Data: Not Just Numbers On A Page
Opportunities within IT seem to be endless and highly valued. "If you get comfortable with data there's always going to be a job for you," urges Rustici. "Data without insights is just numbers on a page. That's where creativity of HR and all that intellectual capital are reclaimed." By understanding the data points and how different sets relate to one another, data becomes insight. Insight builds knowledge, and knowledge produces wisdom. Equipped with deep understanding of our organizations, HR begins to see aspects of employees' careers that can make their lives better. Isn't this why most of us got into HR in the first place? Yes, the most common answer I hear for why people want to work in HR is to help people!

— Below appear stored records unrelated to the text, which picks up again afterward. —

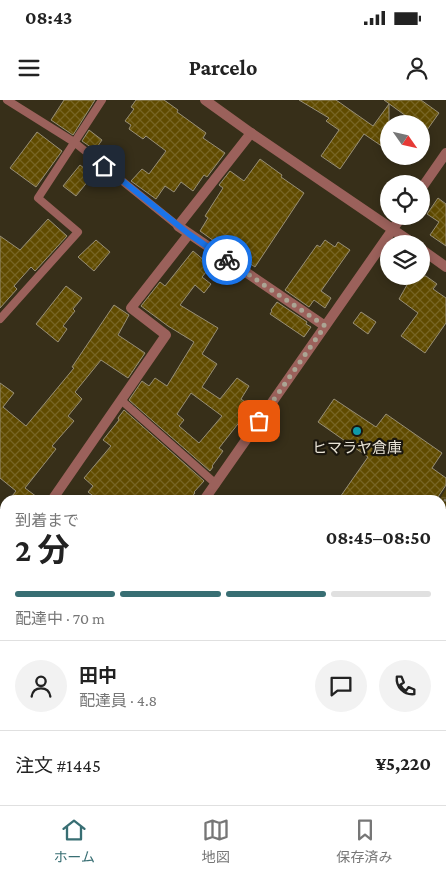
<!DOCTYPE html>
<html lang="ja">
<meta charset="utf-8">
<style>
:root{--surface:#fff;--page:#f2f2f2;--text:#222;--muted:#767676;--line:#e0e0e0;--accent:#386e73}
body{margin:0;font-family:"Crimson Pro","Noto Sans JP",serif;background:var(--page);color:var(--text);height:100vh;display:flex;flex-direction:column;font-size:19px;white-space:nowrap}
*{box-sizing:border-box;margin:0}
p{font-size:16px;color:var(--muted)}
.icon{flex:none;width:28px;height:28px;fill:none;stroke:currentColor;stroke-width:2;stroke-linecap:round;stroke-linejoin:round}
.map{position:relative;flex:1;overflow:hidden}
.drawer{position:absolute;left:0px;top:395px;width:446px;height:310px;display:flex;flex-direction:column;background:var(--surface);border-radius:15px 15px 0 0;box-shadow:0 2px 8px #0003}
.drawer>*{flex:none}
.needle{width:32px;rotate:124deg}
.controls{position:absolute;left:380px;top:15px;display:grid;gap:10px}
.controls a{display:grid;place-items:center;width:50px;height:50px;border-radius:50%;background:var(--surface);box-shadow:0 2px 8px #0003;font-size:25px}
.pin{position:absolute;display:grid;place-items:center;width:42px;height:42px;color:#fff;margin:-21px;border-radius:10px;box-shadow:0 2px 8px #0006}
.courier{position:absolute;display:grid;place-items:center;width:50px;height:50px;margin:-25px;border:4px solid #1a73e8;border-radius:50%;background:#fff;color:#222;box-shadow:0 1px 6px #0007}
.head em{font-style:normal;font-weight:700}
.head div{display:flex;flex-direction:column-reverse}
.head{display:flex;align-items:center;justify-content:space-between;height:85px;padding:0 15px}
h1{font-size:32px;font-weight:700;line-height:38px}
.bar{display:grid;grid-template-columns:repeat(4,1fr);gap:8px 5px;align-content:center;height:60px;padding:0 15px}
.bar i{height:6px;border-radius:4px;background:var(--line)}
.bar .current{background:var(--accent)}
.bar p{grid-column:span 4}
.line{display:flex;align-items:center;gap:12px;padding:0 15px;border-top:1px solid var(--line)}
.line div{flex:1}
.round{display:grid;place-items:center;flex:none;width:52px;height:52px;border-radius:26px;background:var(--page)}
.status{display:flex;justify-content:space-between;align-items:center;height:35px;padding:0 25px;background:var(--surface);direction:ltr}
.status svg{height:14px;fill:currentColor}
header{display:flex;justify-content:space-between;align-items:center;height:65px;padding:0 15px;background:var(--surface);font-size:22px;font-weight:700}
.tab-bar{display:flex;justify-content:space-around;align-items:center;height:70px;border-top:1px solid var(--line);background:var(--surface);font-size:14px;color:var(--muted)}
.tab-bar a{display:grid;justify-items:center;gap:2px}
.tab-bar .current{color:var(--accent)}
.map>svg:first-child{display:block}
.park{fill:url(#park-crowns)}
.building{fill:url(#building-cross-hatch);stroke:#988f76;fill-rule:evenodd}
.lines{fill:none;stroke-linecap:round;stroke-linejoin:round}
.path{stroke:#87816f;stroke-width:2.5;stroke-dasharray:2.5 2.5;stroke-linecap:butt}
.service{stroke:#9b615b;stroke-width:8}
.minor{stroke:#9b615b;stroke-width:10}
.tertiary{stroke:#9b615b;stroke-width:10}
.done{stroke:#aba594;stroke-width:5;stroke-dasharray:0 9}
.route{stroke:#1a73e8;stroke-width:6}
.culture-dot{fill:#0f9aa8;stroke:#1b170e;stroke-width:2}
.labels{text-anchor:middle;dominant-baseline:central;stroke-width:4.5;stroke-linejoin:round;paint-order:stroke}
.poi-label{font-size:15px;fill:#e9e4d7;stroke:#1b170e}
</style>
<div class="status"><b>08:43</b><svg viewBox="0 0 49 12"><path d="M0 12V9h3v3zM5 12V6h3v6zM10 12V3h3v9zM15 12V0h3v12zM26 1h20v11H26zM47 4h2v5h-2z"/></svg></div>
<header><svg class="icon" aria-label="menu" viewBox="0 0 24 24"><path d="M4 6h16M4 12h16M4 18h16"/></svg>Parcelo<svg class="icon" aria-label="person" viewBox="0 0 24 24"><circle cx="12" cy="8" r="4"/><path d="M4 21q1-7 8-7t8 7"/></svg></header>
<div class="map">
<svg width="446" height="705" viewBox="0 0 446 705">
<defs>
<pattern id="park-crowns" width="20" height="18" patternUnits="userSpaceOnUse" patternTransform="scale(1.25)"><rect width="20" height="18" fill="#504009"/><path d="M2 6a3 3 0 1 1 6 0M12 15a3 3 0 1 1 6 0" fill="none" stroke="#695b2c"/></pattern>
<pattern id="building-cross-hatch" width="8" height="8" patternUnits="userSpaceOnUse" patternTransform="scale(1.25)"><rect width="8" height="8" fill="#604b00"/><path d="M0 0l8 8M0 8l8-8" fill="none" stroke="#776524"/></pattern>
</defs>
<rect width="100%" height="100%" fill="#372f19"/>
<path class="park" d="M446,389V559L444,562L441,560V400H439Z"/>
<path class="building" d="M64,0H95L73,35L51,20Z
M136,0H164L178,10L177,12L206,33L203,38L225,53L207,77L204,75L193,91L181,82L174,92L165,86L156,99L131,81L142,69L149,74L166,51L146,36L143,39L129,29L131,25L125,21L134,9L131,7Z
M299,0H336L373,26L389,4V51L364,34L340,69L321,56L339,30L326,21L329,18Z
M384,0H421L439,13L427,30L421,27V24H417Z
M89,30L102,40L95,50L82,41Z
M37,32L62,51L36,87L10,68Z
M260,59L282,75L281,77L304,93L255,167L237,155L236,157L200,131L208,118L205,116L223,88L219,85L230,71L244,81Z
M80,65L93,75L76,96L63,86Z
M438,98L446,104V146L430,135L439,122L427,114Z
M48,119L67,136L35,171L31,167L14,186L17,189L0,208V136L20,150Z
M96,140L110,152L94,171L78,157Z
M325,140L335,147L338,142L350,150L321,191L331,198L325,208L314,200L309,207L285,190L317,145L320,147Z
M193,151L211,166L202,177L211,184L204,193L195,185L180,205L218,228L202,254L217,264L202,287L220,299L237,278L249,286L241,299L253,308L247,317L245,315L219,348L223,351L212,366L213,367L210,371L129,300L142,281L149,286L155,278L167,286L194,242L168,226L141,206L160,182L165,186ZM191,293L222,316L199,343L179,326L184,320L177,314Z
M412,176H426L437,184L433,189L446,198V223L425,253L401,236L418,213L399,199Z
M66,186L82,198L73,209L75,211L63,226L67,229L58,242L36,224Z
M277,202L307,222L306,224L311,227L304,237L270,214L272,211L271,210Z
M114,205L129,215L118,235L145,253L128,278L101,260L75,292L82,299L68,316L74,321L52,346L56,349L25,388L41,400H9L16,391L0,378V283L14,293L3,307L26,326L74,268L72,267Z
M361,212L376,222L368,234L353,223Z
M334,299L376,327L386,314L442,353L432,368L446,378V385L436,400H338L368,357L318,322Z
M124,310L204,381L194,392L195,393L189,400H99L88,392L93,386L84,378L111,346L103,340L119,320L118,318Z"/>
<g class="lines">
<path class="path" d="M441,405L446,399
M441,432L446,435
M441,475L446,468
M441,493L446,496
M441,545L446,538"/>
<path class="service" d="M7,0L74,42L178,126
M0,219L78,132L38,98L102,0
M121,300L216,384"/>
<path class="minor" d="M251,33L178,126L325,226
M52,400L166,235L131,208L189,134
M0,433L5,436
M0,554L5,558
M441,572L446,575
M204,700L211,705
M327,705L330,700"/>
<path class="tertiary" d="M205,0L251,33L414,144
M421,89L446,53
M421,149L446,167
M204,400L402,116
M0,692L5,685"/>
</g>
<g class="lines">
<path class="done" d="M227,160L325,226L259,321"/>
<path class="route" d="M104,66L189,134L227,160"/>
</g>
<circle class="culture-dot" cx="357" cy="331" r="5"/>
<g class="labels">
<g class="poi-label">
<text x="357" y="348">ヒマラヤ倉庫</text>
</g>
</g>
</svg>
<div class="controls">
<a><svg class="needle" viewBox="-14 -14 28 28"><path d="M0-13l5 13h-10z" fill="#e53935"/><path d="M0 13l5-13h-10z" fill="#767676"/></svg></a>
<a><svg class="icon" aria-label="locate" viewBox="0 0 24 24"><circle cx="12" cy="12" r="6"/><path d="M12 2v4M12 18v4M2 12h4M18 12h4"/></svg></a>
<a><svg class="icon" aria-label="layers" viewBox="0 0 24 24"><path d="M12 4l9 5-9 5-9-5zM3 14l9 5 9-5"/></svg></a>
</div>
<div class="pin" style="left:259px;top:321px;background:#ea580c"><svg class="icon" aria-label="bag" viewBox="0 0 24 24"><path d="M5 8h14l-1 12H6zM9 8a3 3 0 0 1 6 0"/></svg></div>
<div class="pin" style="left:104px;top:66px;background:#1f2937"><svg class="icon" aria-label="home" viewBox="0 0 24 24"><path d="M3 11l9-7 9 7M6 9v11h12V9"/></svg></div>
<div class="courier" style="left:227px;top:160px"><svg class="icon" aria-label="bike" viewBox="0 0 24 24"><circle cx="6" cy="16" r="4"/><circle cx="18" cy="16" r="4"/><path d="M6 16l4-8h5l3 8M10 8l3 8H6M13 5h3"/></svg></div>
<section class="drawer">
<div class="head"><div><h1>2 分</h1><p>到着まで</p></div><em>08:45–08:50</em></div>
<div class="bar"><i class="current"></i><i class="current"></i><i class="current"></i><i></i><p>配達中 · 70 m</p></div>
<div class="line" style="height:90px"><a class="round"><svg class="icon" aria-label="person" viewBox="0 0 24 24"><circle cx="12" cy="8" r="4"/><path d="M4 21q1-7 8-7t8 7"/></svg></a><div><b>田中</b><p>配達員 · 4.8</p></div><a class="round"><svg class="icon" aria-label="chat" viewBox="0 0 24 24"><path d="M4 5h16v11H9l-5 4z"/></svg></a><a class="round"><svg class="icon" aria-label="phone" viewBox="0 0 24 24"><path d="M5 4h4l2 5-3 2q2 4 5 5l2-3 5 2v4C11 20 4 13 5 4z"/></svg></a></div>
<div class="line" style="height:65px"><div>注文 #1445</div><b>¥5,220</b></div>
</section>
</div>
<nav class="tab-bar">
<a class="current"><svg class="icon" aria-label="home" viewBox="0 0 24 24"><path d="M3 11l9-7 9 7M6 9v11h12V9"/></svg>ホーム</a>
<a><svg class="icon" aria-label="map" viewBox="0 0 24 24"><path d="M3 6l6-2 6 2 6-2v14l-6 2-6-2-6 2zM9 4v14M15 6v14"/></svg>地図</a>
<a><svg class="icon" aria-label="saved" viewBox="0 0 24 24"><path d="M7 4h10v16l-5-4-5 4z"/></svg>保存済み</a>
</nav>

The Biggest Financial Impact
By focusing on the biggest financial impact, HR establishes relationships with management which is vital. From the C-Suite to the hiring manager, each person desires to make a financial impact - although in varying ways. To ensure HR becomes and remains business minded, Rustici always sticks to these three questions:
How do we make money as a business?
How do we lose money as a business?
Where do we spend money?
"People want different things. So we at HR we understand people better than anybody when we understand what motivates that particular individual. We then know what types of conversation and what types of information we need to be arming that person in order to enable their success as well. Just so we can obviously develop those mission critical relationships internally to work on these fund projects. Because then once we connect the business and they have an understanding of the financial impact to the human capital impact or HCROI.
Then they understand the importance of their people."